- _Problem to solve_:
Starting at the line that contains "c.fillStyle = color;" and ending at the line that contains "M21,427L66,430L65,457L19,454Z", the lines below are to be given again exactly, with nothing added.

------------------------------------------------------------

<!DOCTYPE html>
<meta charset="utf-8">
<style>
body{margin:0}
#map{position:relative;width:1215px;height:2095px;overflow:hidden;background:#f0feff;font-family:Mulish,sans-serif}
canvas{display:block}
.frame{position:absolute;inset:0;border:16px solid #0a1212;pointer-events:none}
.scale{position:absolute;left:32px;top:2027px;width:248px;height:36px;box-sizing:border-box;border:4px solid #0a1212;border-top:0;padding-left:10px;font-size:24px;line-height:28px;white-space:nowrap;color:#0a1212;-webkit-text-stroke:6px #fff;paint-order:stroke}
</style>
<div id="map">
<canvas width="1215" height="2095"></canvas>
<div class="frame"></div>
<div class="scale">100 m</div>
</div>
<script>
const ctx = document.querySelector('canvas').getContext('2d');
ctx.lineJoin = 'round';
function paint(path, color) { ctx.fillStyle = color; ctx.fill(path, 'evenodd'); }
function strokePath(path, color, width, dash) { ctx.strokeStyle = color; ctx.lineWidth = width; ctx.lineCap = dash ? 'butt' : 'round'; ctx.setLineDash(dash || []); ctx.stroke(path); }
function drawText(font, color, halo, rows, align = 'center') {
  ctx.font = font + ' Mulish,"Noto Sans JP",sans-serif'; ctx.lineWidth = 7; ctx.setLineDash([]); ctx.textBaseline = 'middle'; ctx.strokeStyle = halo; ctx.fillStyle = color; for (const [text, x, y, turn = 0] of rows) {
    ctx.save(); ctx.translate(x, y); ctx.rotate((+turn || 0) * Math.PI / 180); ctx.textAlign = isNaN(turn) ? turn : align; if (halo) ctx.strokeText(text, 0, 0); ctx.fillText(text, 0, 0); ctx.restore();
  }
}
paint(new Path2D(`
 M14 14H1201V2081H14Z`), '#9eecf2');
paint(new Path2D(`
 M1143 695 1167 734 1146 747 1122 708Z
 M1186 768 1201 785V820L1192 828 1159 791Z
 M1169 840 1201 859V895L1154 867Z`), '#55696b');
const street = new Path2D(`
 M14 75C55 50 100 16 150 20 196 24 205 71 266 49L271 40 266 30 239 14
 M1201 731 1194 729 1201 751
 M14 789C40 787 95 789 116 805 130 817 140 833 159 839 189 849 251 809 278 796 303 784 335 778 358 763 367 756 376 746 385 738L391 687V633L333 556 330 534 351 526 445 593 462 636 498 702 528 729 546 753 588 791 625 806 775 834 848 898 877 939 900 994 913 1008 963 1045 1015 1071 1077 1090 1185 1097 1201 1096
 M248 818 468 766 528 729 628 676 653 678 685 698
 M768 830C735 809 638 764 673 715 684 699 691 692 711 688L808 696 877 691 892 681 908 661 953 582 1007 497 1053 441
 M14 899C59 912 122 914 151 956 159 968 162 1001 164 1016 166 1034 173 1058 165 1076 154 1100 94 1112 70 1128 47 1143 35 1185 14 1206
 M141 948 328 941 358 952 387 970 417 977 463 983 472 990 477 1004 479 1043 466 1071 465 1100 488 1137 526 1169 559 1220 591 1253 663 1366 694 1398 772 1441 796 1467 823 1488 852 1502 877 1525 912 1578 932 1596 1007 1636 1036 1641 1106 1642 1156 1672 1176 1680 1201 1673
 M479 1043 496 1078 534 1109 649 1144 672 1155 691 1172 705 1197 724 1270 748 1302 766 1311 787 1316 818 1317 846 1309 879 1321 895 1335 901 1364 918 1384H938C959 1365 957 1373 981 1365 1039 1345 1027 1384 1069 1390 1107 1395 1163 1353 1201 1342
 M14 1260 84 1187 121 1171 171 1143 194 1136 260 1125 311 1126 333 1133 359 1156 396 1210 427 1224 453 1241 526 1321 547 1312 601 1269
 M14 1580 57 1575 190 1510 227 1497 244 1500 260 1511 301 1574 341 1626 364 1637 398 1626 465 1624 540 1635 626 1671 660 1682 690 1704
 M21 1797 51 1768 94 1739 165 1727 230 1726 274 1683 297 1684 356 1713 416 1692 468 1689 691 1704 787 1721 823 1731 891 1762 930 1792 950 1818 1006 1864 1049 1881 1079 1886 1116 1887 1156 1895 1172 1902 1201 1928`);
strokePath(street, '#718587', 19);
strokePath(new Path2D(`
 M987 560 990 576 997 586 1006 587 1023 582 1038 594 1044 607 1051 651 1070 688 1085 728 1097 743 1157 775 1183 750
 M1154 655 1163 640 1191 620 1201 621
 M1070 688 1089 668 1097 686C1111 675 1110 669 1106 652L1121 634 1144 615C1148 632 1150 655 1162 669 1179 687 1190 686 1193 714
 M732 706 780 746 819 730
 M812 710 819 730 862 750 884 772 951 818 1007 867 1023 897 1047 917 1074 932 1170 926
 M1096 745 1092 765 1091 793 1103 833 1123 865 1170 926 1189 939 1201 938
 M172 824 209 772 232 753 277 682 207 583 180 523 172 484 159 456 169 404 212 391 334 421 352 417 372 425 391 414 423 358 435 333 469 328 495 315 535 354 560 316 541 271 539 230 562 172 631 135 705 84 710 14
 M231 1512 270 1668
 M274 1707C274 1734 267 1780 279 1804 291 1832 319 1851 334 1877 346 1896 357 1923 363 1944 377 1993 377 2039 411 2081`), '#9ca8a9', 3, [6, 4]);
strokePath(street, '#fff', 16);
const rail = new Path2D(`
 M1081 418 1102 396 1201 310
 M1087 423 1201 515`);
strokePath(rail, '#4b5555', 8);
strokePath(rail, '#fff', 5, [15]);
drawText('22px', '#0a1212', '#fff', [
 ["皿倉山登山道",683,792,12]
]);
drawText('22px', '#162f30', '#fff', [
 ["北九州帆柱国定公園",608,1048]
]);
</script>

------------------------------------------------------------

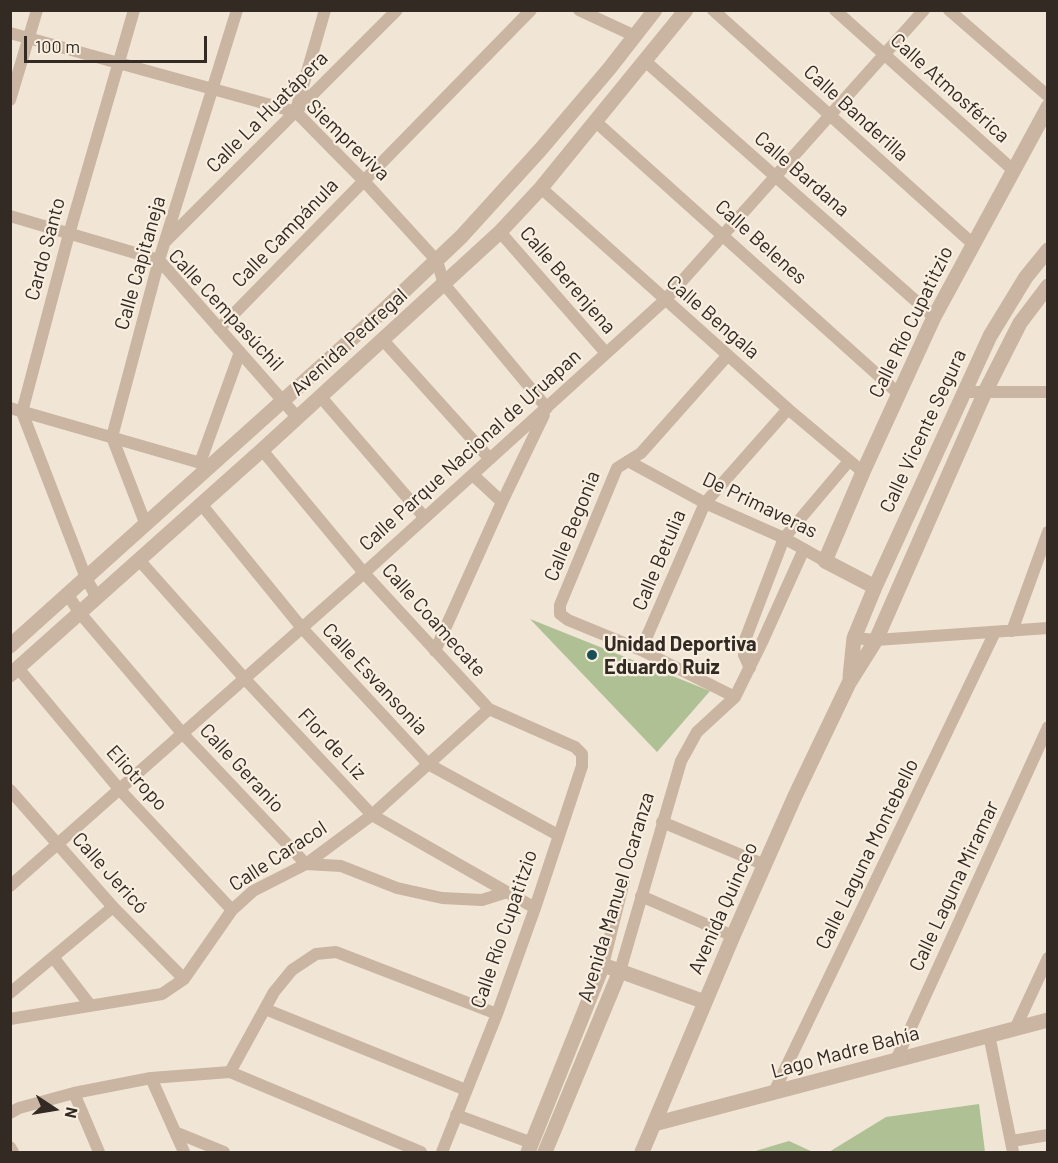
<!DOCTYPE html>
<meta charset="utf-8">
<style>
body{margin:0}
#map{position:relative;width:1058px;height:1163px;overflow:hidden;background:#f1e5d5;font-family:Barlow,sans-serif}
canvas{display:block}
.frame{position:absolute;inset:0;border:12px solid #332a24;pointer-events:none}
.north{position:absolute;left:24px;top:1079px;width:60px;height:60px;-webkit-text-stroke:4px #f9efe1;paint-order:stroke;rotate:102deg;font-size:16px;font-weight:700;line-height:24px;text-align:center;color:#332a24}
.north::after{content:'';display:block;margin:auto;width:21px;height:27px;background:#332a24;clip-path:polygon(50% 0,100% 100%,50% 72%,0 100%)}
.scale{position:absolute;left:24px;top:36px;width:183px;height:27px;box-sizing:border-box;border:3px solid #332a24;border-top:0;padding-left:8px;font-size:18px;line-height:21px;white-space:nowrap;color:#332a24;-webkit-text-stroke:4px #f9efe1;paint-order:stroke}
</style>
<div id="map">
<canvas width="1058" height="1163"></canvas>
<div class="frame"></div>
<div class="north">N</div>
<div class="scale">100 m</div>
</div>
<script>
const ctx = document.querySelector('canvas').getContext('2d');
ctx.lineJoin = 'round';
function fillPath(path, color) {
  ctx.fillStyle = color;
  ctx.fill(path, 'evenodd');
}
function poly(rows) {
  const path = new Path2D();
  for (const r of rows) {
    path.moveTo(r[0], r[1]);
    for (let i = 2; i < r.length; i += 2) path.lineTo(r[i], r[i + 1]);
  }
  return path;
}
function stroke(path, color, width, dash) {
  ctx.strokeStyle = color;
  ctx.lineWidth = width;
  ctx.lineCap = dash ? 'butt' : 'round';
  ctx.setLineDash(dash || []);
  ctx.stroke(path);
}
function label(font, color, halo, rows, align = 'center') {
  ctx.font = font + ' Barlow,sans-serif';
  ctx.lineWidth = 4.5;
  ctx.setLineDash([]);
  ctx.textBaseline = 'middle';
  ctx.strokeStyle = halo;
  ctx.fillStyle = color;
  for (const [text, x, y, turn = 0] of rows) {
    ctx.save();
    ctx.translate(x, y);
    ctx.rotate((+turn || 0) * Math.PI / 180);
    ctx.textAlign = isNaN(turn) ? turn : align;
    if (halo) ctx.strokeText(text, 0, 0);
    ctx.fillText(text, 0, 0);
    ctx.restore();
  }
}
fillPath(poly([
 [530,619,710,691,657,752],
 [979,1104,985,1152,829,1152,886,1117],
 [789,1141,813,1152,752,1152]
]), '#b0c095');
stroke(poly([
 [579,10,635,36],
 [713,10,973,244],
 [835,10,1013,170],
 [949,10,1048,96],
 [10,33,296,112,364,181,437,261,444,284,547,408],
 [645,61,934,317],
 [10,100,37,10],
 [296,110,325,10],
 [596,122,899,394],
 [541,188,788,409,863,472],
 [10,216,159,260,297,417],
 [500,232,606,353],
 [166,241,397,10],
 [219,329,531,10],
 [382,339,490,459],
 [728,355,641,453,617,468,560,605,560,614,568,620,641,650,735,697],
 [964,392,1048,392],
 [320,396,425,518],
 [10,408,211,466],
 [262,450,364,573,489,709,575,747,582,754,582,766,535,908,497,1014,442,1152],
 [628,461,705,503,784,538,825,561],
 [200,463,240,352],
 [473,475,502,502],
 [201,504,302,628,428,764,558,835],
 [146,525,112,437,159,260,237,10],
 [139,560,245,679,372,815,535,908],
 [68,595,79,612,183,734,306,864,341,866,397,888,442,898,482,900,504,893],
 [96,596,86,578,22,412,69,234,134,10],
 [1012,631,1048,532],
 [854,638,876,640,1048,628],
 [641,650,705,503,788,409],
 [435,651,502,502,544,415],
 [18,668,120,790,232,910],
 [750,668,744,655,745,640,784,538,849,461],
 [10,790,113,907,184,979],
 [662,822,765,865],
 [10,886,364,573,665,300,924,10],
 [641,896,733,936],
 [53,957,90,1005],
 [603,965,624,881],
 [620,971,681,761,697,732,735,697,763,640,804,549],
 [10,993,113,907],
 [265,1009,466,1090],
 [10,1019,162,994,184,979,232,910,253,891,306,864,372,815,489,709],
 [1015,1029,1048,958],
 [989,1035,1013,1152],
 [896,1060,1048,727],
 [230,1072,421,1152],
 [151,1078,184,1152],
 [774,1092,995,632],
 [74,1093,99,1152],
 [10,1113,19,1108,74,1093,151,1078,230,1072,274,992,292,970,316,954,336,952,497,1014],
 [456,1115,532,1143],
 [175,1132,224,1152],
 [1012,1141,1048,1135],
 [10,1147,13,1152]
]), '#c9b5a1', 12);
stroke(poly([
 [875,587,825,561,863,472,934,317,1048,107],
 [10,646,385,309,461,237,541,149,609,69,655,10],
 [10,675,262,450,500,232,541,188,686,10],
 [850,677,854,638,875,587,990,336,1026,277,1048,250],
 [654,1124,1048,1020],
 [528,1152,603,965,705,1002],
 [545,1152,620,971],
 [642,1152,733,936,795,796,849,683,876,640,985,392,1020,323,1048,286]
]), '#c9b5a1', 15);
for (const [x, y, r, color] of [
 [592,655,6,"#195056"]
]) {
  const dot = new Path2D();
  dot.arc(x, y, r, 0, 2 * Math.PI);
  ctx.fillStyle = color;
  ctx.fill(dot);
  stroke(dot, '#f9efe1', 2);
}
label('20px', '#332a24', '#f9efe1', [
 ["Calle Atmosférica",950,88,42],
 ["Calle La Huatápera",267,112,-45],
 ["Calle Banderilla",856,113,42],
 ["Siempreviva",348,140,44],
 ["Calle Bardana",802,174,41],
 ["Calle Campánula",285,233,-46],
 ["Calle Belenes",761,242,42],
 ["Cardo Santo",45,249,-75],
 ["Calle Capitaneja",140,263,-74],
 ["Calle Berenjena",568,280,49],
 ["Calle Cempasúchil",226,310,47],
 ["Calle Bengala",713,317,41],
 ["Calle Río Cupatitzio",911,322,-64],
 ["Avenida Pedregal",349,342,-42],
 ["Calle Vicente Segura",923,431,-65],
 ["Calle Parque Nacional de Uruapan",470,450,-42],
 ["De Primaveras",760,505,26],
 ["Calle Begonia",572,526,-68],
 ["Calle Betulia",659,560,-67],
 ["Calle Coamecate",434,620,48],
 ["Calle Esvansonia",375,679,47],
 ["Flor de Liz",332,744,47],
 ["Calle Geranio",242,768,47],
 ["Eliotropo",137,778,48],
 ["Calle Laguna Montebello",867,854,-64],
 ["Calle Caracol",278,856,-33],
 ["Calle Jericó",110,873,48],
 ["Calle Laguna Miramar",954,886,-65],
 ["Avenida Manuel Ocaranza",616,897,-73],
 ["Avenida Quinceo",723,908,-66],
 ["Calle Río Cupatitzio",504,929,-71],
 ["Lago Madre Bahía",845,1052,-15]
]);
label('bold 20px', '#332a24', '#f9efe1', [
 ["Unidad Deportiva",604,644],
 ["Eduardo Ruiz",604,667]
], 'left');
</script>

------------------------------------------------------------

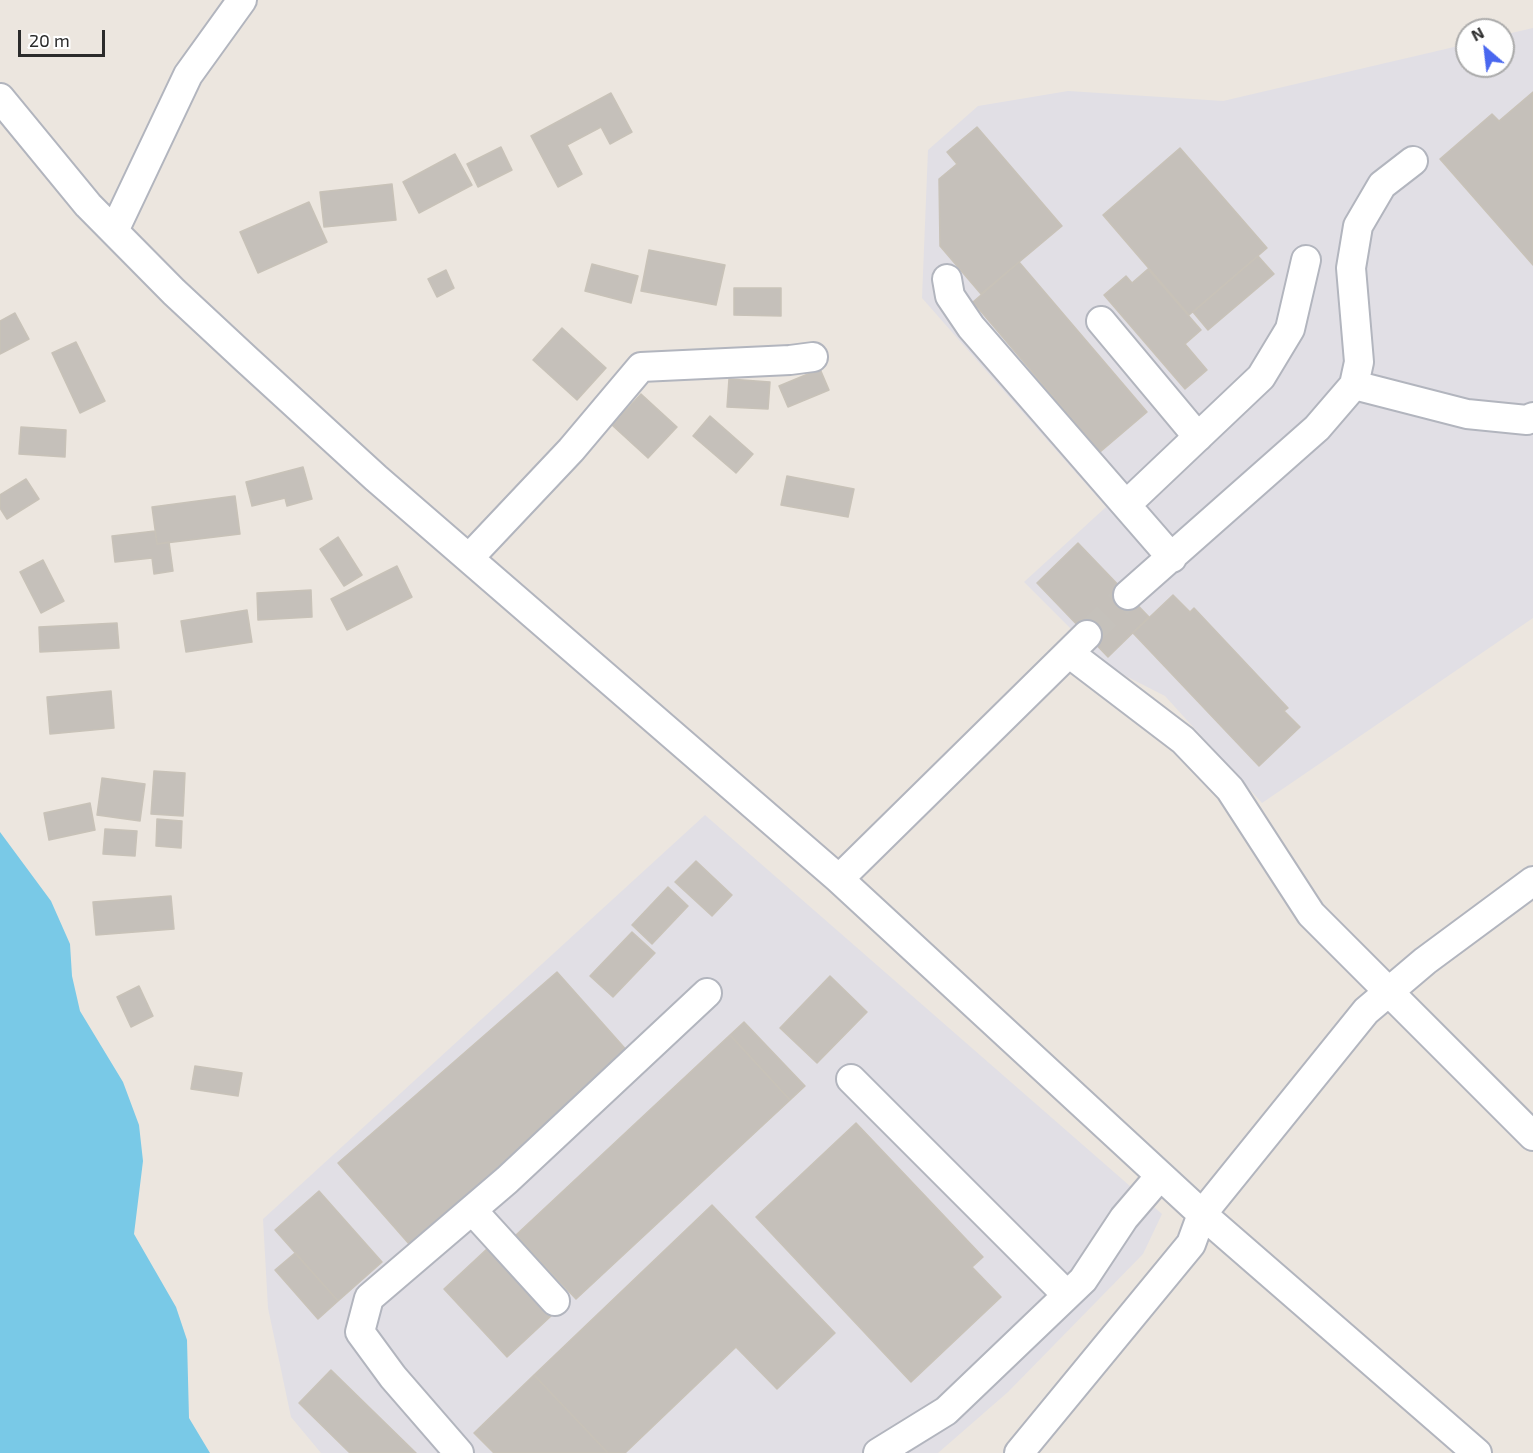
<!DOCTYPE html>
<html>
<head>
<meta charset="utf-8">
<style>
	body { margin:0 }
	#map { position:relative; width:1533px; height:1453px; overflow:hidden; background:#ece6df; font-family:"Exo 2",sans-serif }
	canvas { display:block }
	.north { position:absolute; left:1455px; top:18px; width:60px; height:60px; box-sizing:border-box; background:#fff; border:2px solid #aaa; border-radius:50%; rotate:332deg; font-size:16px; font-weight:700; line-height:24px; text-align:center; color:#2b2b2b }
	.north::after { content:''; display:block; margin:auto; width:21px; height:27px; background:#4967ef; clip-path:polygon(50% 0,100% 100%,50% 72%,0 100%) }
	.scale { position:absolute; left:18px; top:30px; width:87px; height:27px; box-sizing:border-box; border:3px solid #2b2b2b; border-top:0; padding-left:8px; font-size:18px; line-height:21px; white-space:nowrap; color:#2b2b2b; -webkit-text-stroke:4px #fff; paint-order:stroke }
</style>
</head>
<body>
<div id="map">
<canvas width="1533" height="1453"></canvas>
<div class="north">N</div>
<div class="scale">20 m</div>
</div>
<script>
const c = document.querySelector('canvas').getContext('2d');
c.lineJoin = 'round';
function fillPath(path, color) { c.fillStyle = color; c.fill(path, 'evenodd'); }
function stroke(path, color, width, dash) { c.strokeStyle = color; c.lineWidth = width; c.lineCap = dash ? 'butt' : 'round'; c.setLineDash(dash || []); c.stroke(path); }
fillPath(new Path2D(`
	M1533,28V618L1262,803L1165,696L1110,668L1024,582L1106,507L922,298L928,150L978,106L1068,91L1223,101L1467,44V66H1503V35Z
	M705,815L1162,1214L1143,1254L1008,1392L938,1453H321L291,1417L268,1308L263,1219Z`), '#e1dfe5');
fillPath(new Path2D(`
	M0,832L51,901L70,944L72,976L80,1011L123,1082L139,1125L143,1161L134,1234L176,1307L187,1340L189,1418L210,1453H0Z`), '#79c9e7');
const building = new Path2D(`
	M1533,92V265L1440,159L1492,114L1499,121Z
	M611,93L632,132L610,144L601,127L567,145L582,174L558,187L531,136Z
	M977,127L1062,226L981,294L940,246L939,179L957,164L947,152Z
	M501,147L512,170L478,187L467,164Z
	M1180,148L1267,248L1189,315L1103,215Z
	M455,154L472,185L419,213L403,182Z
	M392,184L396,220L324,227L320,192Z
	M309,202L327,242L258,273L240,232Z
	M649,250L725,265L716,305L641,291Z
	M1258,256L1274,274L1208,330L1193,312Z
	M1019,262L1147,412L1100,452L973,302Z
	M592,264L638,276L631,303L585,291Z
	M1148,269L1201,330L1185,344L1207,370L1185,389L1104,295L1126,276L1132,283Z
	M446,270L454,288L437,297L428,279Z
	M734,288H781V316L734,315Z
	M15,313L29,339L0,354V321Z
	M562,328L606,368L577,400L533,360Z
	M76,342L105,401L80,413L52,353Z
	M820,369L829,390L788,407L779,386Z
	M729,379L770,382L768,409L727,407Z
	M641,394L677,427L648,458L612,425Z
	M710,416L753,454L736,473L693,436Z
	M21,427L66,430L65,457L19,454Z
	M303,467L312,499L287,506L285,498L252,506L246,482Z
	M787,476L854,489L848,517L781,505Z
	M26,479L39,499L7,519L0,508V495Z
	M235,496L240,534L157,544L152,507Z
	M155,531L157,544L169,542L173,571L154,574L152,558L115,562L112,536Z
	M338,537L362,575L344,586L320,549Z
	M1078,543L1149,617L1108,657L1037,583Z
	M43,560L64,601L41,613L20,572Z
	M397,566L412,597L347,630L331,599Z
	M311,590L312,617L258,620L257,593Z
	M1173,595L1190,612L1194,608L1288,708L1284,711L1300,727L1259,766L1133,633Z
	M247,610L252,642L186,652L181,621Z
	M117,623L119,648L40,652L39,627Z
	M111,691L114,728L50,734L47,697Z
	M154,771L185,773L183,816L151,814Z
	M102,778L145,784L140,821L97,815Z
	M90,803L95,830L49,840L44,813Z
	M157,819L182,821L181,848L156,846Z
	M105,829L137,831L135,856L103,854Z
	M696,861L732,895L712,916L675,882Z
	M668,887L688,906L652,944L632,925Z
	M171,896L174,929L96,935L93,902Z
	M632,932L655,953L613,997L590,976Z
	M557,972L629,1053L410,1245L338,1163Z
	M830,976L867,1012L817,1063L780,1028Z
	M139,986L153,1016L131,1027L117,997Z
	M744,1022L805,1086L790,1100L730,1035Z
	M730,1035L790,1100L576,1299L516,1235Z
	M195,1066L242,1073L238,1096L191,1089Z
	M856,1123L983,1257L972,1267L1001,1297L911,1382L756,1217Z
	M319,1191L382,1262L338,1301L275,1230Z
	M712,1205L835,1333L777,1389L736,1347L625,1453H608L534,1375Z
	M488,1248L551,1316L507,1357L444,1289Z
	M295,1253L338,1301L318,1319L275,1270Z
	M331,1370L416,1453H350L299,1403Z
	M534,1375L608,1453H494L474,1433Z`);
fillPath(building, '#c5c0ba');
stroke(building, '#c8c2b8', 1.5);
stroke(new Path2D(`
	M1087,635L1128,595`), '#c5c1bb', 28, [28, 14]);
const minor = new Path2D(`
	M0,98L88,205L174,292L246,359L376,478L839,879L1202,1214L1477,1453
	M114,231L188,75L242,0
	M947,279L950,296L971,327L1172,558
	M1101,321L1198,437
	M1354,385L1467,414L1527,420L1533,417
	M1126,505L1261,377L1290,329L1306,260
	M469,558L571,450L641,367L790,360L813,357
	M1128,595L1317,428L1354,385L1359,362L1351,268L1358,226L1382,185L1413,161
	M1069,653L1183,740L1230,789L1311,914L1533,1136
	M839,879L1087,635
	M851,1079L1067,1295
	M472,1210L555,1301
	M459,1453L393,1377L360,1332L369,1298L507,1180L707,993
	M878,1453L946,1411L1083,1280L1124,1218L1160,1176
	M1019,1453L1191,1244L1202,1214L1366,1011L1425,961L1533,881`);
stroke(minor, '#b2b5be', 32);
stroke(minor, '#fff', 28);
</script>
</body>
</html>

------------------------------------------------------------

- _Solution to this problem_:
function fillPath(path, color) { c.fillStyle = color; c.fill(path, 'evenodd'); }
function stroke(path, color, width, dash) { c.strokeStyle = color; c.lineWidth = width; c.lineCap = dash ? 'butt' : 'round'; c.setLineDash(dash || []); c.stroke(path); }
fillPath(new Path2D(`
	M1533,28V618L1262,803L1165,696L1110,668L1024,582L1106,507L922,298L928,150L978,106L1068,91L1223,101L1467,44V66H1503V35Z
	M705,815L1162,1214L1143,1254L1008,1392L938,1453H321L291,1417L268,1308L263,1219Z`), '#e1dfe5');
fillPath(new Path2D(`
	M0,832L51,901L70,944L72,976L80,1011L123,1082L139,1125L143,1161L134,1234L176,1307L187,1340L189,1418L210,1453H0Z`), '#79c9e7');
const building = new Path2D(`
	M1533,92V265L1440,159L1492,114L1499,121Z
	M611,93L632,132L610,144L601,127L567,145L582,174L558,187L531,136Z
	M977,127L1062,226L981,294L940,246L939,179L957,164L947,152Z
	M501,147L512,170L478,187L467,164Z
	M1180,148L1267,248L1189,315L1103,215Z
	M455,154L472,185L419,213L403,182Z
	M392,184L396,220L324,227L320,192Z
	M309,202L327,242L258,273L240,232Z
	M649,250L725,265L716,305L641,291Z
	M1258,256L1274,274L1208,330L1193,312Z
	M1019,262L1147,412L1100,452L973,302Z
	M592,264L638,276L631,303L585,291Z
	M1148,269L1201,330L1185,344L1207,370L1185,389L1104,295L1126,276L1132,283Z
	M446,270L454,288L437,297L428,279Z
	M734,288H781V316L734,315Z
	M15,313L29,339L0,354V321Z
	M562,328L606,368L577,400L533,360Z
	M76,342L105,401L80,413L52,353Z
	M820,369L829,390L788,407L779,386Z
	M729,379L770,382L768,409L727,407Z
	M641,394L677,427L648,458L612,425Z
	M710,416L753,454L736,473L693,436Z
	M21,427L66,430L65,457L19,454Z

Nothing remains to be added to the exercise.